Coach Thad Matta (center) talks to his players during a game against Michigan March 15 at Bankers Life Fieldhouse. OSU lost, 72-69. Credit: Shelby Lum / Photo editor

Coach Thad Matta (center) talks to his players during a game against Michigan March 15 at Bankers Life Fieldhouse. OSU lost, 72-69.
Credit: Shelby Lum / Photo editor

Ohio State said it was ready to go up against some fresh blood and break away from the rugged Big Ten for the NCAA Tournament.

Little did the team know, though, its first opponent in the Big Dance houses a former teammate, in addition to a descendent of Thad Matta’s extensive coaching tree roaming the sidelines.

Meet Ohio State’s first matchup of the 2014 NCAA Tournament: the University of Dayton.

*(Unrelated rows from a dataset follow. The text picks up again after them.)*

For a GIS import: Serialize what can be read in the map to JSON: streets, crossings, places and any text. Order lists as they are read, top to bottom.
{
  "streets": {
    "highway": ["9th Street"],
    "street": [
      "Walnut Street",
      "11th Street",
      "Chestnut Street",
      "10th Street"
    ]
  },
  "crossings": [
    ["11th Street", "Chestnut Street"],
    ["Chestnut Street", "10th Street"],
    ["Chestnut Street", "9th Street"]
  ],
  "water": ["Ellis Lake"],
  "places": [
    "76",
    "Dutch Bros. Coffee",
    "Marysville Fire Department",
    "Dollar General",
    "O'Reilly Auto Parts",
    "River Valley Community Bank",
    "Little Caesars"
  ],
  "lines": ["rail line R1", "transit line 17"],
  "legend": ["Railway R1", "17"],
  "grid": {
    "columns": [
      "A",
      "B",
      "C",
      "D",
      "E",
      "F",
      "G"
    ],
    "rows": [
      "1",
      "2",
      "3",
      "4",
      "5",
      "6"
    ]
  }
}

The Buckeyes are set to take on the Flyers (23-10, 10-6) in Buffalo, N.Y., Thursday, after they were awarded a No. 6 seed in the tournament’s South region Sunday.

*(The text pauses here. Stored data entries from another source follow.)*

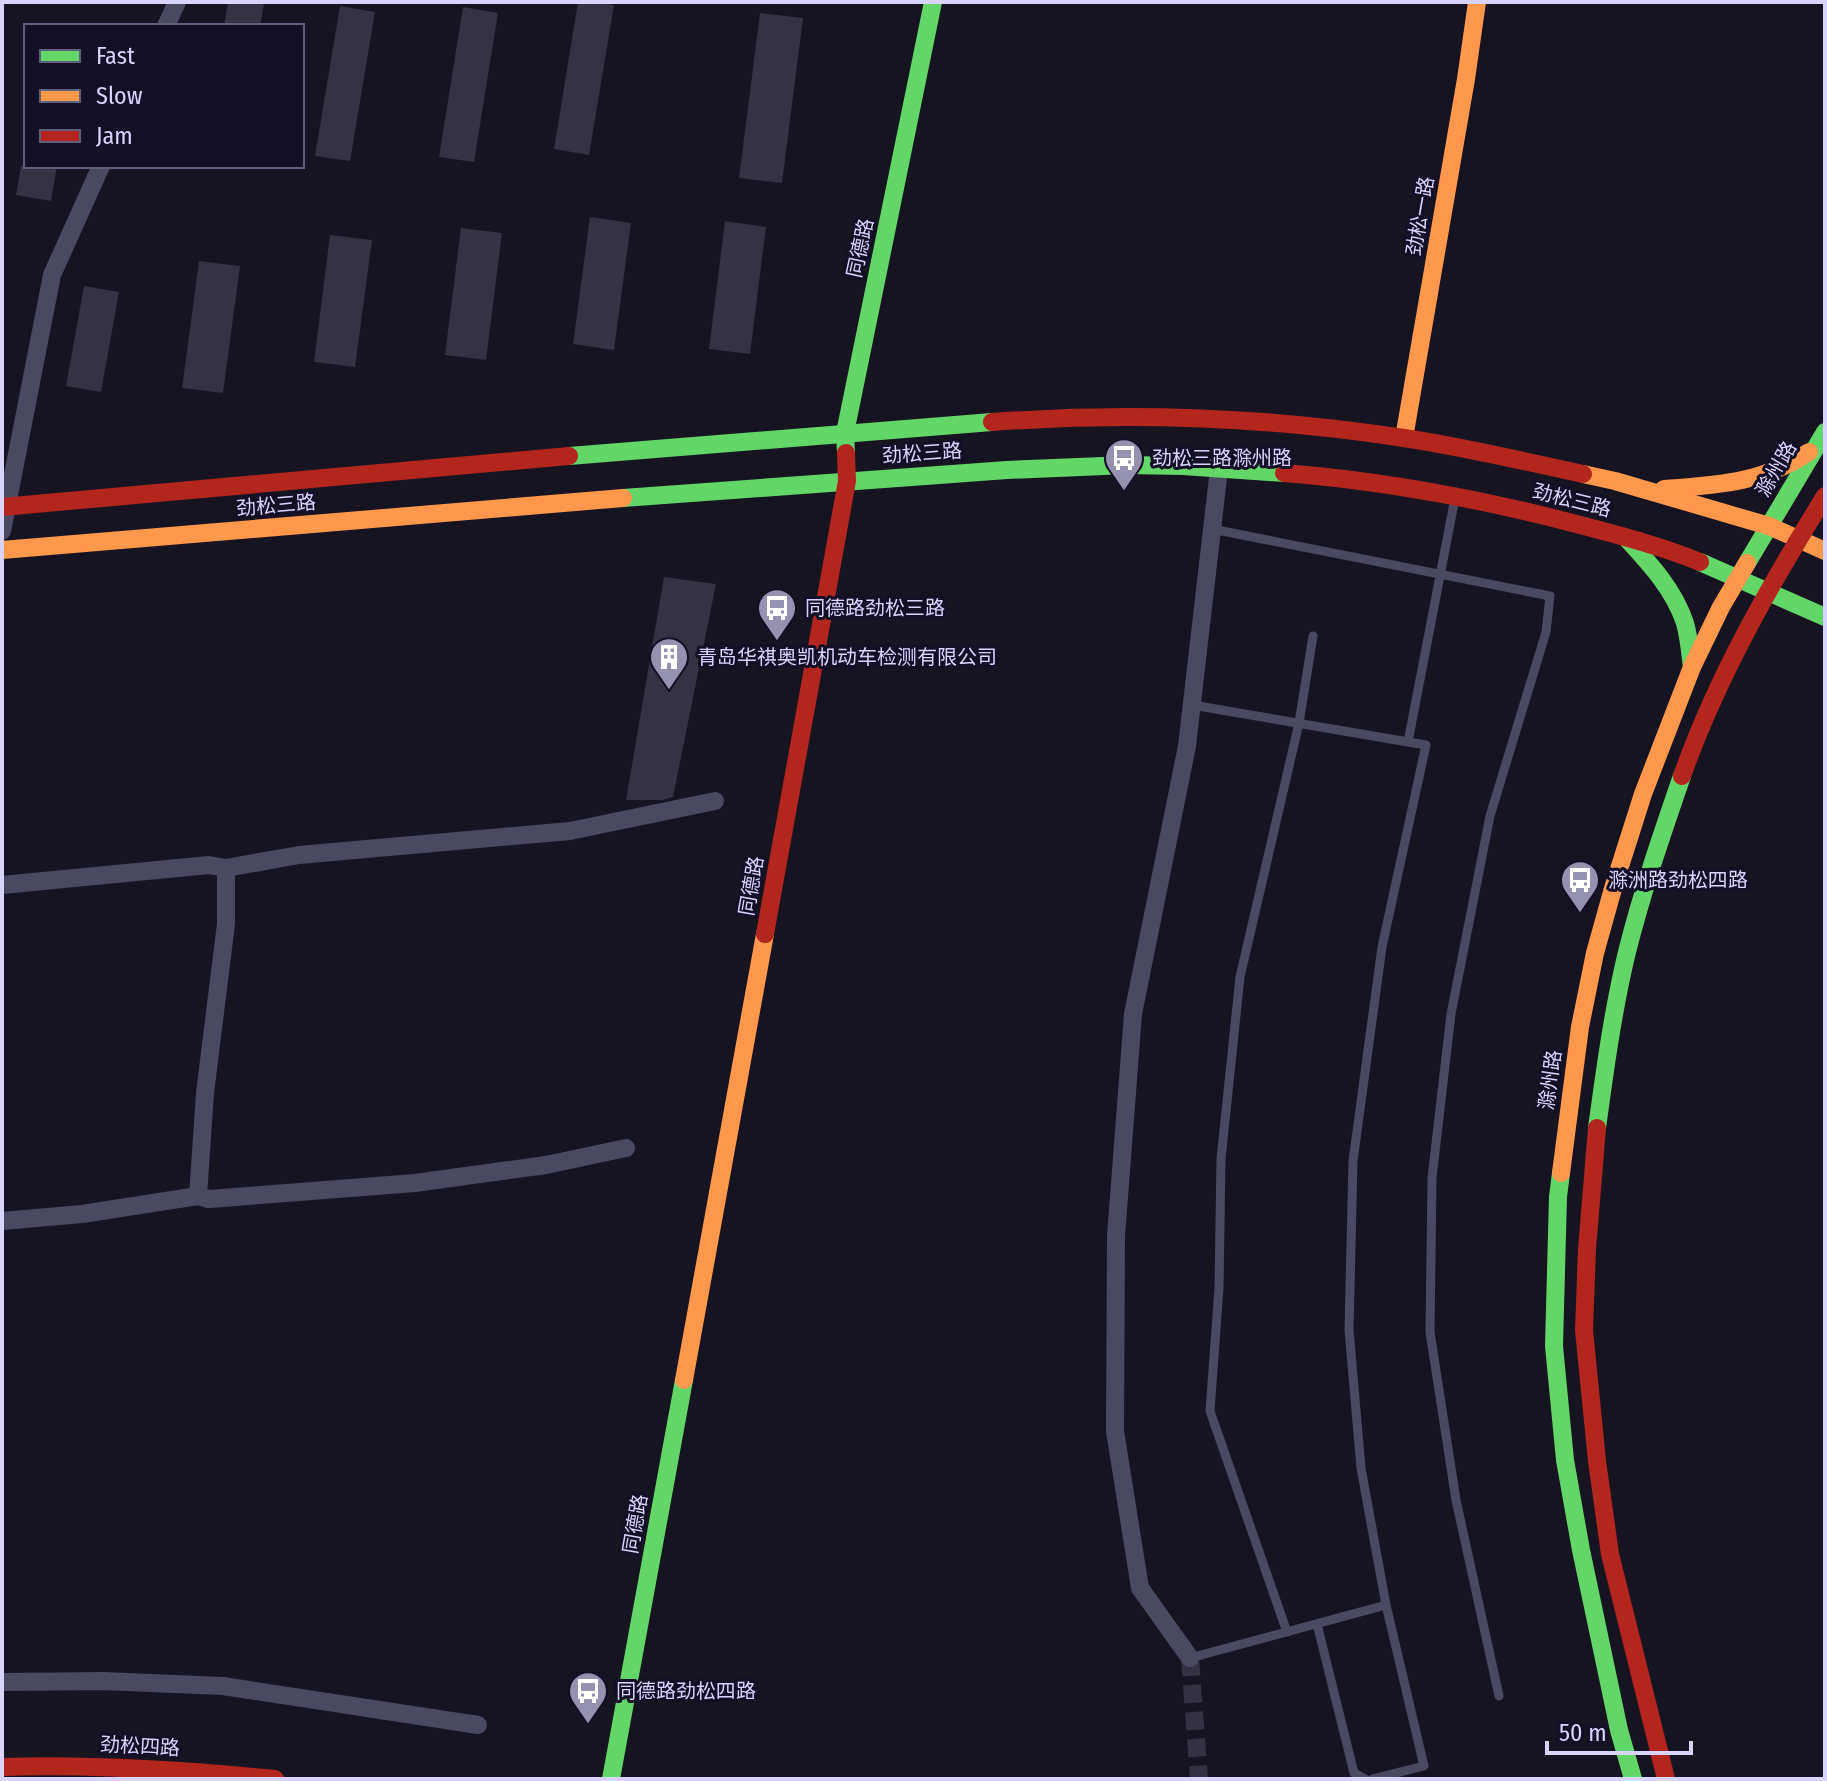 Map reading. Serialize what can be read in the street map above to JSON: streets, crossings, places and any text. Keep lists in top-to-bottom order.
{
  "streets": {
    "main road": [
      "劲松一路",
      "同德路",
      "劲松三路",
      "滁州路",
      "劲松四路"
    ]
  },
  "crossings": [
    ["劲松一路", "劲松三路"],
    ["同德路", "劲松三路"],
    ["劲松三路", "滁州路"]
  ],
  "places": {
    "bus stop": [
      "劲松三路滁州路",
      "同德路劲松三路",
      "滁洲路劲松四路",
      "同德路劲松四路"
    ],
    "building": ["青岛华祺奥凯机动车检测有限公司"]
  },
  "legend": ["Fast", "Slow", "Jam"],
  "scale_bar": "50 m"
}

For Matta, playing a school located a mere 72 miles away has its benefits.

“For this team, it’s a great thing,” Matta said Sunday. “I like that. Because there won’t need to be a wake up call, there won’t need to be a, ‘Who is this? Who are they? What conference are they in? I haven’t heard of that guy,’ or anything like that. So I like that from that perspective.”

After falling to top-seeded Michigan, 72-69, in the semifinals of the Big Ten Tournament Saturday, the Buckeyes (25-9, 12-9) were given lower than a No. 2 seed in the tournament for the first time in five seasons.

Headed by coach Archie Miller — who spent two seasons as an assistant under Matta before heading to Arizona with his older brother, Sean — the Flyers are led by former Buckeye and redshirt-junior Jordan Sibert, who transferred to Dayton following the 2011-12 season.

Sibert, an outside sharpshooter, leads the Flyers with 12.5 points per game while shooting 43.9 percent from beyond the arc. He was a member of the same recruiting class as OSU senior guards Aaron Craft and Lenzelle Smith Jr., who both said they haven’t talked to him recently and are just excited to start the NCAA Tournament.

“We’re excited, obviously, this is the time of year we want to play for and we’re in the tournament so got a great game against Dayton coming up and we’re excited about it,” Craft said Sunday.

Smith Jr. agreed, but said if he put himself in Sibert’s shoes, he would be plenty excited to play against his former teammates.

“At the same time, we’re both in the same boat — you lose, you go home,” Smith Jr. said Sunday. “So I think we’re both going to be jacked up for the same purposes.”

Sibert left Columbus for Dayton because he wasn’t getting the playing time he wanted — he played just 481 minutes in 49 games over his two seasons at OSU.

“When he left he said, ‘Look. I want to play a lot.’ And he’s definitely getting to do that, and he’s honestly having a great career there,” Matta said of Sibert. “I’m one of those guys that says, ‘Hey, as long as everybody’s happy in terms of where they are and what they’re doing, I’m happy for them.’”

The Buckeyes enter the second round matchup after winning nine of their last 13 games, but failed to make the Big Ten Conference Tournament Championship game for the first time in six years after the loss to Michigan Saturday in Indianapolis.

Although it was a little different watching the Selection Show at home instead of after playing for the championship, junior forward Sam Thompson said the mindset didn’t change too much.

“The location was different but I don’t think the seeding was too much different,” Thompson said Sunday. “We know whatever seed we get, wherever we’re placed in the NCAA Tournament, there’s no such thing as an easy game, there’s no such thing as an easy opponent.”

In what is now his 10th season at the helm of the men’s basketball program, coach Thad Matta had led the Buckeyes to a victory in their first game of the NCAA Tournament six of the seven times they have played. The lone loss was a 74-72 double overtime loss to Siena in 2009. OSU was on probation in Matta’s first season — 2004-05 — and won the National Invitational Tournament following the 2007-08 season.

Initially, Matta said he was excited to see Dayton make the tournament because of Miller — then he realized it was his team that was matched up with Miller’s.

“I wanted Arch to get in the NCAA Tournament. Then I was kinda like, ‘Huh, here we go,’” Matta said. “But I think from the perspective, I’m so happy for him in terms of getting in … the longer you do this, the more inner workings there are that it works itself out.”

Tipoff Thursday between the Buckeyes and Flyers is set for 12:15 p.m.